**Exercise**
Starting at the line that contains "17H2v-5l4-1 3-4h7l3 4", restate every line word for word through the end of the entries.

**Data listing**
┌──
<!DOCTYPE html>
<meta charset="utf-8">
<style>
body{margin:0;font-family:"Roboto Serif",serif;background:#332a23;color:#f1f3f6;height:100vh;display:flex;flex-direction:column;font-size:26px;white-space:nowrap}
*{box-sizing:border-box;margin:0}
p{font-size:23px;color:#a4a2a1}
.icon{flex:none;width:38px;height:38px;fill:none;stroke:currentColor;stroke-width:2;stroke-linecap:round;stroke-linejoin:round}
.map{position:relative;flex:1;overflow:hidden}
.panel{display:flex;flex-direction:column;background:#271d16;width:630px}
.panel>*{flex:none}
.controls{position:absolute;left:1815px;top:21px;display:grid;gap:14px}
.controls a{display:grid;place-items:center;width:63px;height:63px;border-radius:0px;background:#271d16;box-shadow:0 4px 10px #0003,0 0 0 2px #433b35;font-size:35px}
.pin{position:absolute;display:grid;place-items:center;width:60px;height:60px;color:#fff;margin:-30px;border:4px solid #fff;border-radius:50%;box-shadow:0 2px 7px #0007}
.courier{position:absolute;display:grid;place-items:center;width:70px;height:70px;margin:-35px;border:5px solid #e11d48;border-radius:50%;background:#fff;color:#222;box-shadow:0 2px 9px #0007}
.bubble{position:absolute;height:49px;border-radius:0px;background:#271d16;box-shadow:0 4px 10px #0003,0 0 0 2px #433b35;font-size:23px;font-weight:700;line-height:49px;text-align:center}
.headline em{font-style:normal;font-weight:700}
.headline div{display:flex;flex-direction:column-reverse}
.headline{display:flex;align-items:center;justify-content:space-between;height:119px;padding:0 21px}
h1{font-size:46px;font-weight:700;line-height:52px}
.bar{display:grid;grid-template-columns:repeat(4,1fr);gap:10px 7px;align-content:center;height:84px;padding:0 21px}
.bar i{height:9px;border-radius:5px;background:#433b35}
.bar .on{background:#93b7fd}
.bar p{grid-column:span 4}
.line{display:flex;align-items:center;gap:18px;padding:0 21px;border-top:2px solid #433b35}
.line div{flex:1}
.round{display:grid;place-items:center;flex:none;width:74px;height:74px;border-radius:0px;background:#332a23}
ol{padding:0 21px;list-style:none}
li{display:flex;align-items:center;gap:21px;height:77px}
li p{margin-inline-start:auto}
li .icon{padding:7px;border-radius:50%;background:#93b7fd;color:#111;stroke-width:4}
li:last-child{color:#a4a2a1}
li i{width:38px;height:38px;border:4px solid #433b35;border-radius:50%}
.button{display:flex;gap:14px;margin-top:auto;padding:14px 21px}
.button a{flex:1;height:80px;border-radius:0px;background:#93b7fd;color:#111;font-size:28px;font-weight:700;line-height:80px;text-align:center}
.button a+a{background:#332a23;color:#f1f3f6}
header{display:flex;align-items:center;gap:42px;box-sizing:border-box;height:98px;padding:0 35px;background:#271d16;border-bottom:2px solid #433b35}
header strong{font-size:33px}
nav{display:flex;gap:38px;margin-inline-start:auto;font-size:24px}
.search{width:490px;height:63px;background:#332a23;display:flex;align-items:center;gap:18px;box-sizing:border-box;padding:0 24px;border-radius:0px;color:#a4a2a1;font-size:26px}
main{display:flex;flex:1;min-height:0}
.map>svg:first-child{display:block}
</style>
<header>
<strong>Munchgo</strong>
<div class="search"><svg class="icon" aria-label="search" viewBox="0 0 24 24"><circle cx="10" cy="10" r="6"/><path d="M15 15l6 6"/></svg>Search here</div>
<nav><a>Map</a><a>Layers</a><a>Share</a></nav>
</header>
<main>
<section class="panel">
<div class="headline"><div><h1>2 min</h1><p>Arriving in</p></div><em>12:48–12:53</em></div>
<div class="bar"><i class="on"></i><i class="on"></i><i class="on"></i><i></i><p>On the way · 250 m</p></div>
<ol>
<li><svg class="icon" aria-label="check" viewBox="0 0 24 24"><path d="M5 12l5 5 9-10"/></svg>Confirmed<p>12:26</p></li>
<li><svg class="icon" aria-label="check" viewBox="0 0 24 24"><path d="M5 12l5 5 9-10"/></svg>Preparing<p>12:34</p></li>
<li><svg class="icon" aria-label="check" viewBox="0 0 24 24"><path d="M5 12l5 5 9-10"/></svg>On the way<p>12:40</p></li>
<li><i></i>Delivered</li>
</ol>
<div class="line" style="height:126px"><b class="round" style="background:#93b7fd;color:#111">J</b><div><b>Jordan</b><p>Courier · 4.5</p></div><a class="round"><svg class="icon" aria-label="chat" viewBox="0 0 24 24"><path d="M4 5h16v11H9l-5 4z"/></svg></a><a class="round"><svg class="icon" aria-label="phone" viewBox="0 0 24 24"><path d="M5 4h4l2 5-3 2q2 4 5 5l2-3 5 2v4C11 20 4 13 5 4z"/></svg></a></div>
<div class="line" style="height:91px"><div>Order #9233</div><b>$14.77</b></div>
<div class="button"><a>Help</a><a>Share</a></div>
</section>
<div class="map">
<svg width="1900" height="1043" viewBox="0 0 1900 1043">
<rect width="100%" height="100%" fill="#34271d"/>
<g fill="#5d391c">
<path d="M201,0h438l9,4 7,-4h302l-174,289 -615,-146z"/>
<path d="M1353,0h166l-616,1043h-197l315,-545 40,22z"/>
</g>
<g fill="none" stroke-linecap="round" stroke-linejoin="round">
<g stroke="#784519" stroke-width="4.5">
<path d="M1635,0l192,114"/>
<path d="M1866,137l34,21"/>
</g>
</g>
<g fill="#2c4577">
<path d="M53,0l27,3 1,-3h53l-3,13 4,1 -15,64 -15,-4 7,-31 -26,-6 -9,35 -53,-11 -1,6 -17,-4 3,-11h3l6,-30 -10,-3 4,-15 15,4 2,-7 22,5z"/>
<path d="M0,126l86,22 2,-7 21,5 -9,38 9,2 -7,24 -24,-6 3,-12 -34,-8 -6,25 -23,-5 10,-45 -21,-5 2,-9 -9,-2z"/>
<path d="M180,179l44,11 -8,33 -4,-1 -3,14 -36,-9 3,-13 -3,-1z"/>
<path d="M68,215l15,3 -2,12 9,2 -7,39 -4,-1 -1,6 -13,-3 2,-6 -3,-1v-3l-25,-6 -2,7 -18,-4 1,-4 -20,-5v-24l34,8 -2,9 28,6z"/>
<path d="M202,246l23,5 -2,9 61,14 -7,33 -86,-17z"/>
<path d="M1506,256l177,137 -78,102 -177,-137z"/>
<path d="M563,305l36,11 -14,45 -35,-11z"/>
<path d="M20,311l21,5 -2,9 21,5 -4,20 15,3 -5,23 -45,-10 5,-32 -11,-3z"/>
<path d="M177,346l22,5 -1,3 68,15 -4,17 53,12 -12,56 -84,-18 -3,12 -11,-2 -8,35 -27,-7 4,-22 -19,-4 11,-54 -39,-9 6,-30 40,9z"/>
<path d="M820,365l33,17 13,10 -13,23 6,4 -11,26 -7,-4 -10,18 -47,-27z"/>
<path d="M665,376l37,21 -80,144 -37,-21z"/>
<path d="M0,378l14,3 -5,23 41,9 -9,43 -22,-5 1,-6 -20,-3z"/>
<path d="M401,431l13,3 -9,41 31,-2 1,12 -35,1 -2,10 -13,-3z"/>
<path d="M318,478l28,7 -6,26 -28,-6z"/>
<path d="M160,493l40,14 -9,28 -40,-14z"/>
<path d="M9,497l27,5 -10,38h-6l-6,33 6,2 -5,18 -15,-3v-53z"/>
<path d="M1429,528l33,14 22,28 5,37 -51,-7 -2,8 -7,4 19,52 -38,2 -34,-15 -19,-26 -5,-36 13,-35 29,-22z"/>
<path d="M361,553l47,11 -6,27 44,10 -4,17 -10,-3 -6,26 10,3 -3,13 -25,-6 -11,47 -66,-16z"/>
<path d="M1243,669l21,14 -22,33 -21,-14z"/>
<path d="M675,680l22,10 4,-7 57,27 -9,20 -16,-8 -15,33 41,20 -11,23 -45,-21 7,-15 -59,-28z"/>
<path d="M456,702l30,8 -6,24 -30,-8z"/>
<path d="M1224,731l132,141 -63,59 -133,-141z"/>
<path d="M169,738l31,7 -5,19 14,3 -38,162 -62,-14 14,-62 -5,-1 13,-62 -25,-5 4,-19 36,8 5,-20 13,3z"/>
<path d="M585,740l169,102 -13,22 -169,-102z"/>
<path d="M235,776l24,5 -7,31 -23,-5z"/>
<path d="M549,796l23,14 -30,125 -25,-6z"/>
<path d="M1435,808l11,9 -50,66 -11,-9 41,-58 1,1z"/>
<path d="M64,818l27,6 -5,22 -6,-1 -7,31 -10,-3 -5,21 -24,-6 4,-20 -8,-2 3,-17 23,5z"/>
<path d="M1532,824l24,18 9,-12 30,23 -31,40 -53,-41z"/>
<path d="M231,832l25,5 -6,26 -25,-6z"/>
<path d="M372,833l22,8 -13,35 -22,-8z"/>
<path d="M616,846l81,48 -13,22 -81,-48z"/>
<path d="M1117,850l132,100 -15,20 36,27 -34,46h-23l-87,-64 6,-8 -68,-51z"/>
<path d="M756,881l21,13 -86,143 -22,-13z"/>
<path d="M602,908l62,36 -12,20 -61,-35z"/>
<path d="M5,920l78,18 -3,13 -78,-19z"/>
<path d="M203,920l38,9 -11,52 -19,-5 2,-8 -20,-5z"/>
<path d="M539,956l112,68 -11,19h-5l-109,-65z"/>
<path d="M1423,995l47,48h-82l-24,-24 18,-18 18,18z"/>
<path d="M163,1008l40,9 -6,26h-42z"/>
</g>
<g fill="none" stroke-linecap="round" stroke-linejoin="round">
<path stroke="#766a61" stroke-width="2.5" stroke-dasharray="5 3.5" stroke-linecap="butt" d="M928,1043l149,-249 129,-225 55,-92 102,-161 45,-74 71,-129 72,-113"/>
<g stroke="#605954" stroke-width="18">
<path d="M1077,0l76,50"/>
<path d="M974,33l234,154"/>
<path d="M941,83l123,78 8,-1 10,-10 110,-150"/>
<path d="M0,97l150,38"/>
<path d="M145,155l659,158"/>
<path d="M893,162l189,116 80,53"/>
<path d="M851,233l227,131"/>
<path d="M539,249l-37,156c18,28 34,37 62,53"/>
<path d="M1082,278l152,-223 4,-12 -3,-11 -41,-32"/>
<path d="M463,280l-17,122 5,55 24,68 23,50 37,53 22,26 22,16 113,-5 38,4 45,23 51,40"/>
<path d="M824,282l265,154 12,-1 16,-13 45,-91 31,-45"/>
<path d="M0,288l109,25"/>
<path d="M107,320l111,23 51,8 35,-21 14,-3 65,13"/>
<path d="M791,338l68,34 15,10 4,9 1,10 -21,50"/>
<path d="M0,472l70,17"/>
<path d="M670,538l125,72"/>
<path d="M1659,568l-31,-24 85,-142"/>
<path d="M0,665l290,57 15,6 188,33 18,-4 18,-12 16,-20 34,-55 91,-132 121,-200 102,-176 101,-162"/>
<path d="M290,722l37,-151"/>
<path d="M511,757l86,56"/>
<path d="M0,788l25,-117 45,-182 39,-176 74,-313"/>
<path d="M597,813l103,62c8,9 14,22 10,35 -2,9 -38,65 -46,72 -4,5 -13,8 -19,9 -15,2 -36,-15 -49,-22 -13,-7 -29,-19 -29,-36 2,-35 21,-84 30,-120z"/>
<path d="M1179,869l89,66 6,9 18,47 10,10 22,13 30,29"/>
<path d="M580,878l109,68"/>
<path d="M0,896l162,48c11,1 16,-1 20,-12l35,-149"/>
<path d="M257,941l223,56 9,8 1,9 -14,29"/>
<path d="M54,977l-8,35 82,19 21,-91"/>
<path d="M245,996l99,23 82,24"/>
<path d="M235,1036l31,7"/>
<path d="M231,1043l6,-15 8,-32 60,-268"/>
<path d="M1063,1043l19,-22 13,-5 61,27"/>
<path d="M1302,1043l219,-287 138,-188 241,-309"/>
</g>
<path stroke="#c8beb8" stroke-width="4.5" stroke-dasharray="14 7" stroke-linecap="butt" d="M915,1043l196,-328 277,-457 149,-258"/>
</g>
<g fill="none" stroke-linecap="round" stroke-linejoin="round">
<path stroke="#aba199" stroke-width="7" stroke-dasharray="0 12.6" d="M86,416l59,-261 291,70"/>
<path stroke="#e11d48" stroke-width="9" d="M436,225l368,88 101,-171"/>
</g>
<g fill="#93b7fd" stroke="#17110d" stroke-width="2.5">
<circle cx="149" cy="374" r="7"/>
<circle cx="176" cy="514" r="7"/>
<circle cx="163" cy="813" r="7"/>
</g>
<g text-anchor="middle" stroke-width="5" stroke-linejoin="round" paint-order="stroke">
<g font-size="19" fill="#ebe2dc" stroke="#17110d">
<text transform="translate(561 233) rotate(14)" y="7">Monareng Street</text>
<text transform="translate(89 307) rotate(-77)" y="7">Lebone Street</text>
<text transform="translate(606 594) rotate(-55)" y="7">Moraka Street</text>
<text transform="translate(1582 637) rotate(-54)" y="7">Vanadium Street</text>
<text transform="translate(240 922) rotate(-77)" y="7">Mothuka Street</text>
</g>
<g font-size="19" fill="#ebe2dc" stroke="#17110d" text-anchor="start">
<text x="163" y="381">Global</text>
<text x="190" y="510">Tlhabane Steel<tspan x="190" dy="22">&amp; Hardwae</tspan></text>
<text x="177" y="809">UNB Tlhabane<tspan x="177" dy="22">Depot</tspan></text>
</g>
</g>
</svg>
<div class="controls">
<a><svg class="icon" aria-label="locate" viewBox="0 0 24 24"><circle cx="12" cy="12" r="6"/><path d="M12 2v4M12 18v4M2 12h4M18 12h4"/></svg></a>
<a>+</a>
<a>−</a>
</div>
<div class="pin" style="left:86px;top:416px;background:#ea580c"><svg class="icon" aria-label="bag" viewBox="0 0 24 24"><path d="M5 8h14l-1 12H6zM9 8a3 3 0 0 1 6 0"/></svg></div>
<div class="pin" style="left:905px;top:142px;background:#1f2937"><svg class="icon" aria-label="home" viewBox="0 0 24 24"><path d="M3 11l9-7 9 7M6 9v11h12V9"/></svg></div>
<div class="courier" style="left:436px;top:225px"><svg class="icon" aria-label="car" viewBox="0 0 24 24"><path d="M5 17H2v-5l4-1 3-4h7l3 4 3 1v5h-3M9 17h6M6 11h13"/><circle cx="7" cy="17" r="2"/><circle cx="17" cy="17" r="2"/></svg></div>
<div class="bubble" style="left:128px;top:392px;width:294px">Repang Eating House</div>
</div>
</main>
└──
**Response to the task**
<div class="courier" style="left:436px;top:225px"><svg class="icon" aria-label="car" viewBox="0 0 24 24"><path d="M5 17H2v-5l4-1 3-4h7l3 4 3 1v5h-3M9 17h6M6 11h13"/><circle cx="7" cy="17" r="2"/><circle cx="17" cy="17" r="2"/></svg></div>
<div class="bubble" style="left:128px;top:392px;width:294px">Repang Eating House</div>
</div>
</main>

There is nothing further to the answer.